The Design of 99designs – A Clean Tens of Millions Pageviews Architecture
99designs is a crowdsourced design contest marketplace based out of Melbourne Australia. The idea is that if you have a design you need created you create a contest and designers compete to give you the best design within your budget.
If you are a medium sized commerce site this is a clean example architecture of a site that reliably supports a lot of users and a complex workflow on the cloud. Lars Yencken wrote a nicely written overview of the architecture behind 99designs in Infrastructure at 99designs. Here’s a gloss on their architecture:
• Team has 8 devs, 2 dev ops, 2 ux/designers
• Hundreds of thousands of unique visitors a month
• Tens of millions pageviews a month
• Largely an Amazon based stack
• Elastic Load Balancer (ELB)
• PHP with Apache/mod_php
• Beanstalk for in-memory queing using Pheanstalk bindings
• Amazon’s RDS (MySQL)
• NewRelic, CloudWatch, Statsd
• Layered architecture: load balancing, acceleration, application, asynchronous tasks, storage and transient data.
• ELB is reliable and handles load balancing and terminating SSL connections so that traffic is unencrypted below the ELB. A separate ELB is used for each domain.
• Varnish is used to serve file based long tail media.
• Varnish is fast, configurabe, has a DSL, and has useful command line tools for debugging live traffic.
• Dynamic and uncached requests are served from a PHP application.
• Designs are stored on S3.
• S3 latencies are poor so designs are cached locally after each request.
• Requests that may take a long time are asynchronously queued to an in-memory queue implemented using Beanstalk, which is lightweight and performs well.
• PHP workers read work off the queue and execute the required functionality.
• Scheduled jobs are queued using cron at the appropriate time.
• Amazon’s RDS is used as the database and uses master-master replications across multiple availability zones for redundancy.
• Rolling RDS backups are used as disaster discovery.
• As load increases requests are load balanced across the read slaves.
• S3 stores media files and data files.
• Backups are made to Rackspace and Cloudfiles for disaster recovery.
• Memcached is run on every server and is used to cache queries.
• Capped collections in MongoDB are used to log errors and statistics.
• Redis stores per-user information about which features are enabled for a user.

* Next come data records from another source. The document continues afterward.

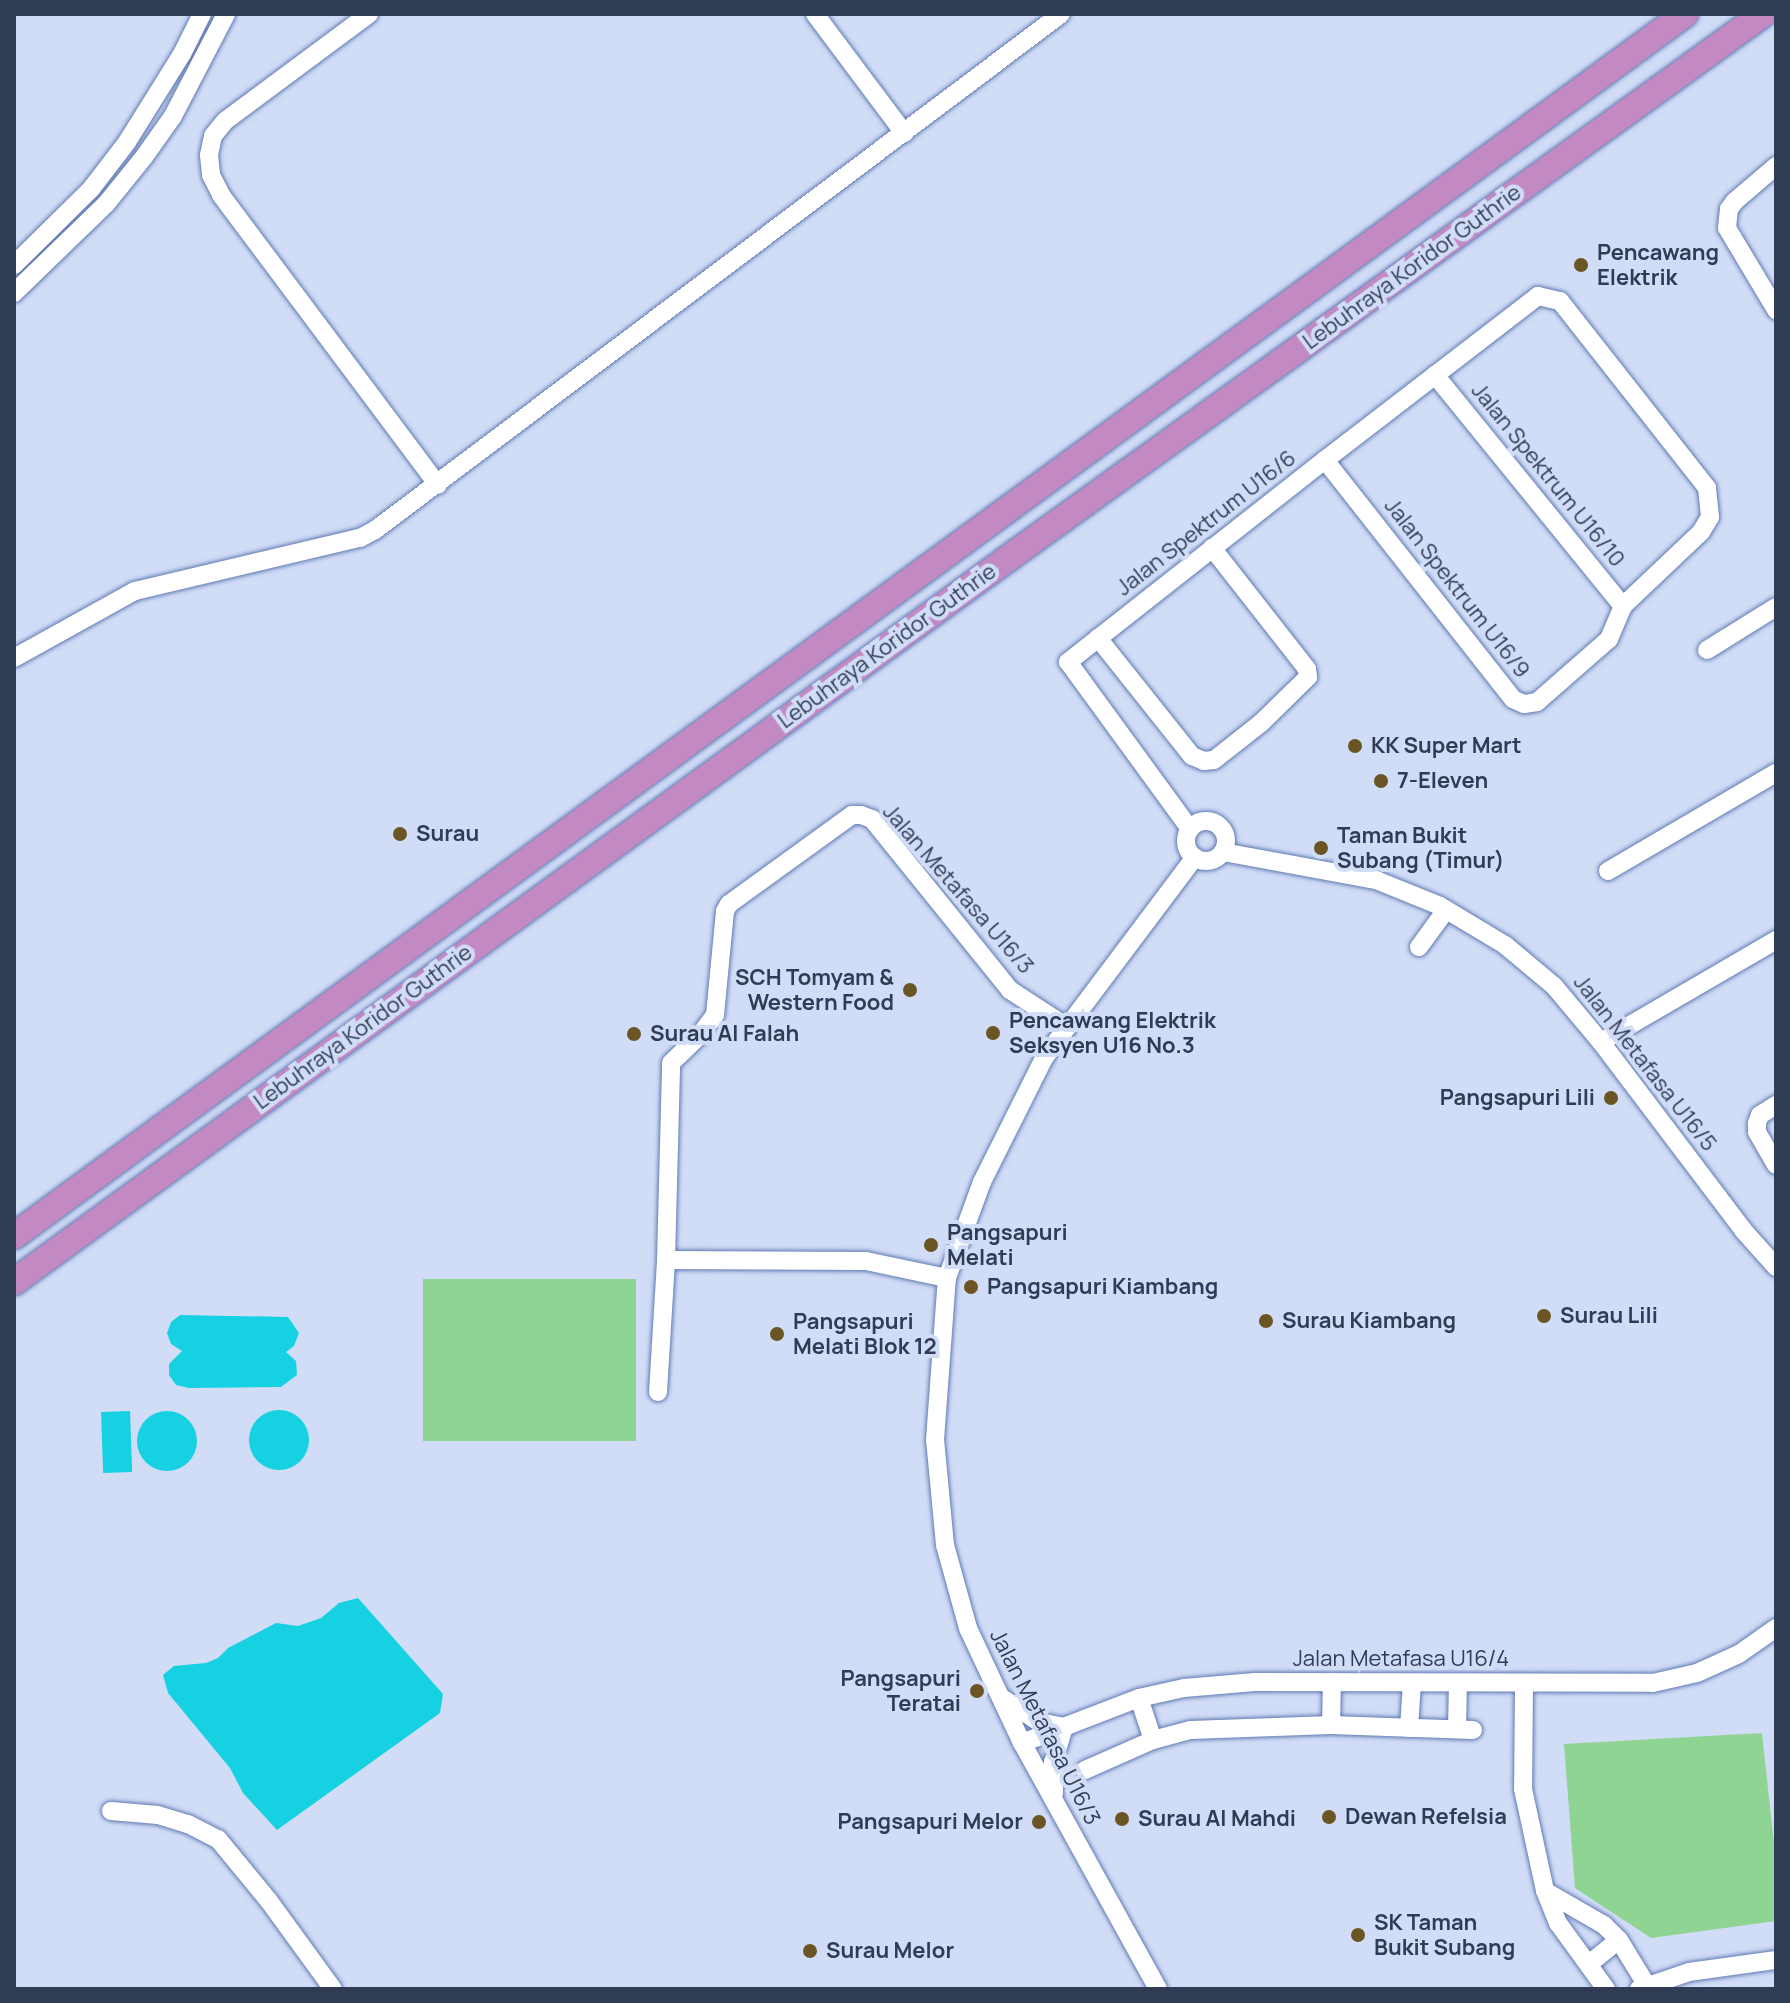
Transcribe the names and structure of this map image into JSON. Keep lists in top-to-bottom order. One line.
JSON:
{"streets":{"highway":["Lebuhraya Koridor Guthrie"],"street":["Jalan Spektrum U16/10","Jalan Spektrum U16/6","Jalan Spektrum U16/9","Jalan Metafasa U16/3","Jalan Metafasa U16/5","Jalan Metafasa U16/4"]},"crossings":[["Jalan Spektrum U16/10","Jalan Spektrum U16/6"],["Jalan Spektrum U16/10","Jalan Spektrum U16/9"],["Jalan Spektrum U16/6","Jalan Spektrum U16/9"],["Jalan Spektrum U16/6","Jalan Metafasa U16/3"],["Jalan Spektrum U16/6","Jalan Metafasa U16/5"],["Jalan Metafasa U16/3","Jalan Metafasa U16/5"],["Jalan Metafasa U16/3","Jalan Metafasa U16/4"]],"places":["Pencawang Elektrik","KK Super Mart","7-Eleven","Surau","Taman Bukit Subang (Timur)","SCH Tomyam & Western Food","Pencawang Elektrik Seksyen U16 No.3","Surau Al Falah","Pangsapuri Lili","Pangsapuri Melati","Pangsapuri Kiambang","Surau Lili","Surau Kiambang","Pangsapuri Melati Blok 12","Pangsapuri Teratai","Dewan Refelsia","Surau Al Mahdi","Pangsapuri Melor","SK Taman Bukit Subang","Surau Melor"]}
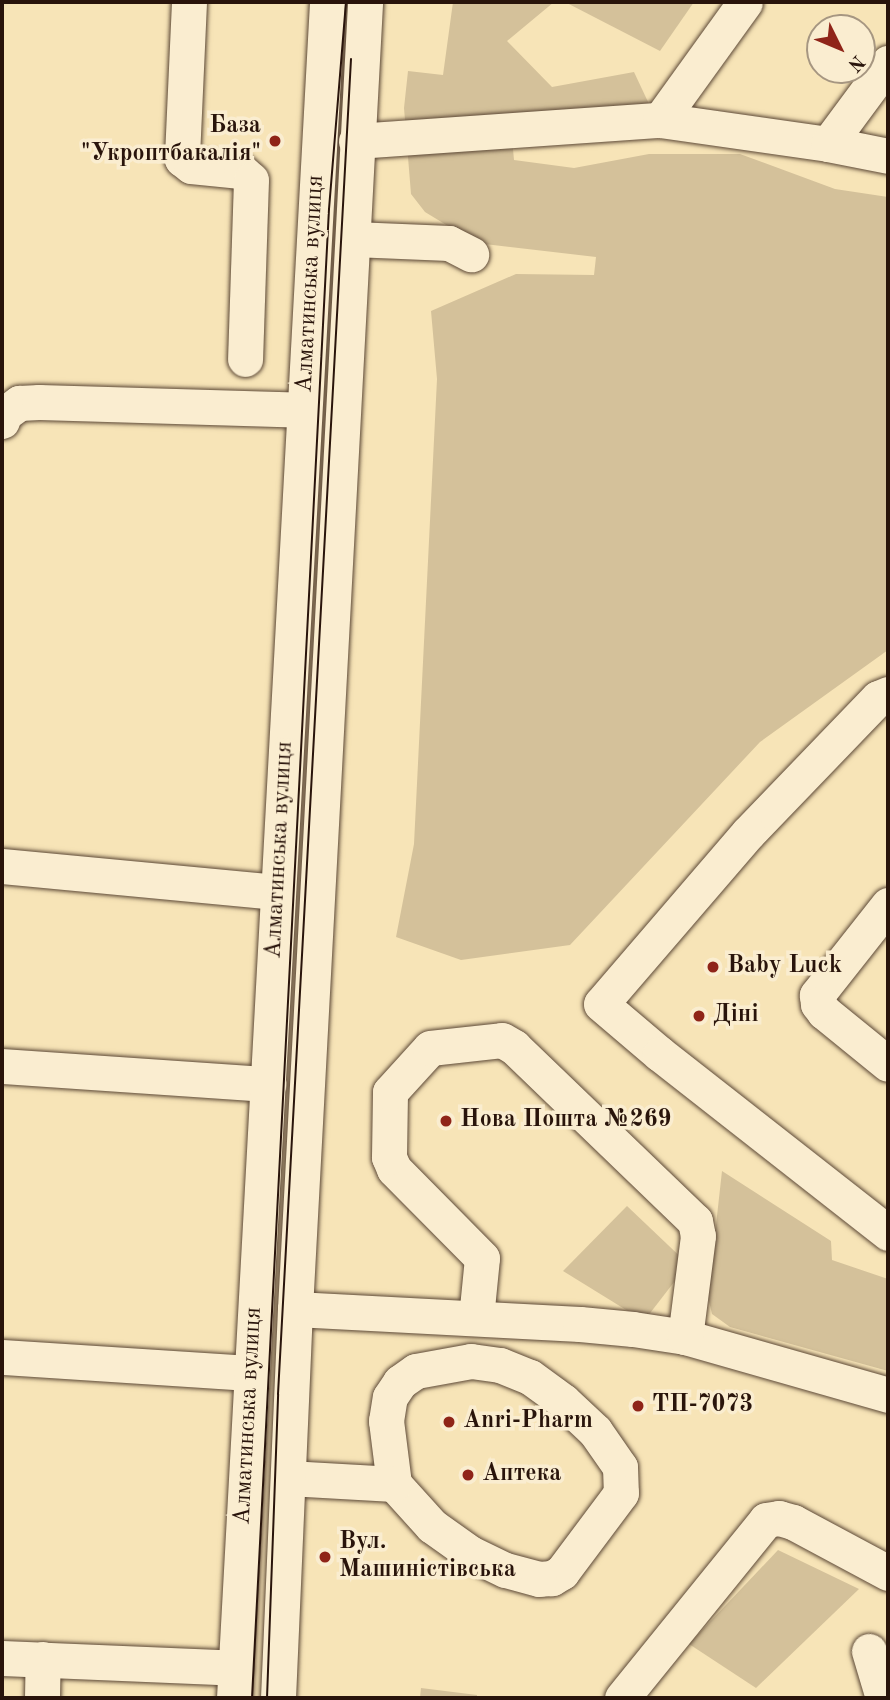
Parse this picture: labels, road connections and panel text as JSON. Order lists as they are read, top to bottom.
{
  "streets": {
    "street": ["Алматинська вулиця"]
  },
  "places": [
    "База \"Укроптбакалія\"",
    "Baby Luck",
    "Діні",
    "Нова Пошта №269",
    "ТП-7073",
    "Anri-Pharm",
    "Аптека",
    "Вул. Машиністівська"
  ],
  "north": "bottom right"
}
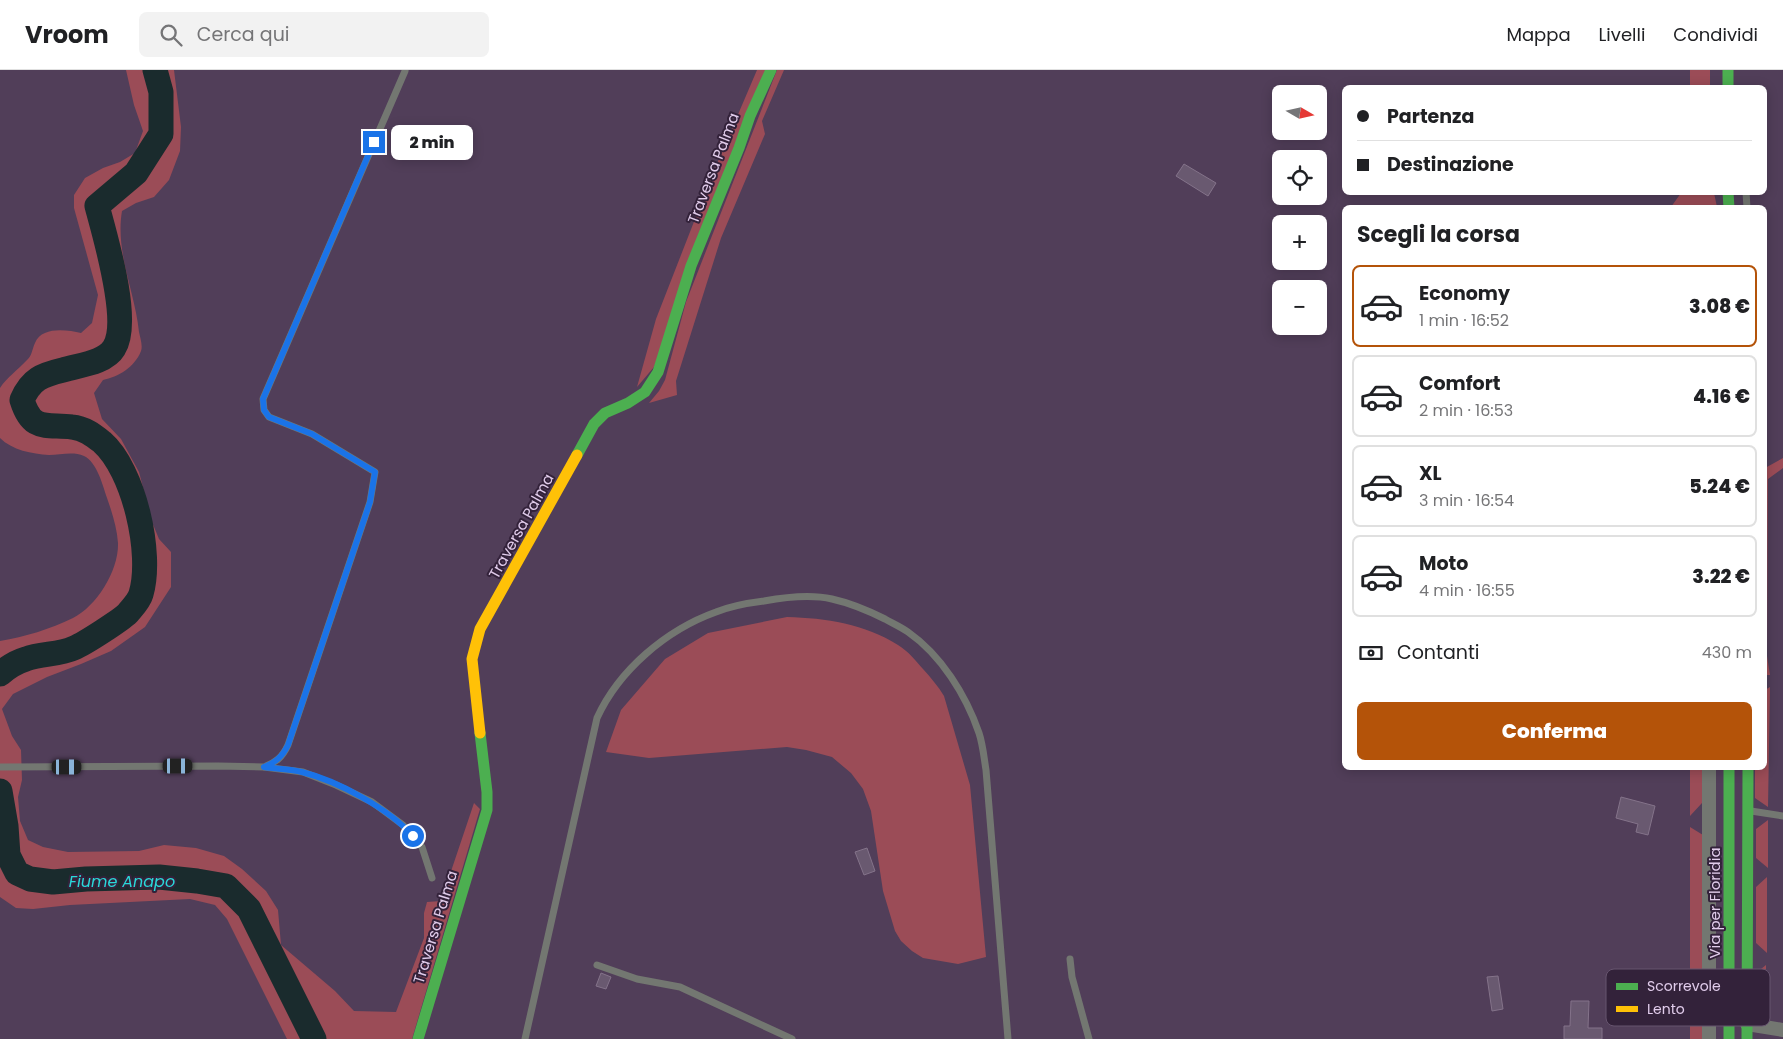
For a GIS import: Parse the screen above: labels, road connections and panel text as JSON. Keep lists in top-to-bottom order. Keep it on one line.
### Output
{"streets":{"street":["Traversa Palma","Via per Floridia"]},"water":["Fiume Anapo"],"legend":["Scorrevole","Lento"],"north":"right","page":{"header":"Vroom","search":"Cerca qui","nav":["Mappa","Livelli","Condividi"],"map_buttons":["+","−"],"banner":["Partenza","Destinazione"],"bubble":"2 min","heading":"Scegli la corsa","list":[{"name":"Economy","note":"1 min · 16:52","value":"3.08 €"},{"name":"Comfort","note":"2 min · 16:53","value":"4.16 €"},{"name":"XL","note":"3 min · 16:54","value":"5.24 €"},{"name":"Moto","note":"4 min · 16:55","value":"3.22 €"}],"pay":["Contanti","430 m"],"buttons":"Conferma"}}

• Per user configuration is used for dark launches, soft launches and incremental feature rollouts.
• Amazon allows them not to own any hardware and remain flexible.
• Emphasis on automation using “software as infrastructure” ethos.
• Rightscale manages servers configurations using Chef. Servers are disposable.
• Monitoring is implemented using NewRelic, CloudWatch, Statsd. Two large monitoring screens display a dashboard of site behavior.
• Test to scale down. Highly variable load means they make heavy use of the cloud’s scaling down capability, which requires a lot of testing to make work.
• International customers need a CDN. They have a lot of international customers and since they serve out of US-east these customers don’t always get a quality experience. They are looking at various CDNs to give better service to international customers.
• Maintaining stability while growing requires testing and automation. To support frequent releases they are implemented acceptance testing and more automation. The ability to turn features on and off on a per user basis allows testing new features against a subset of users.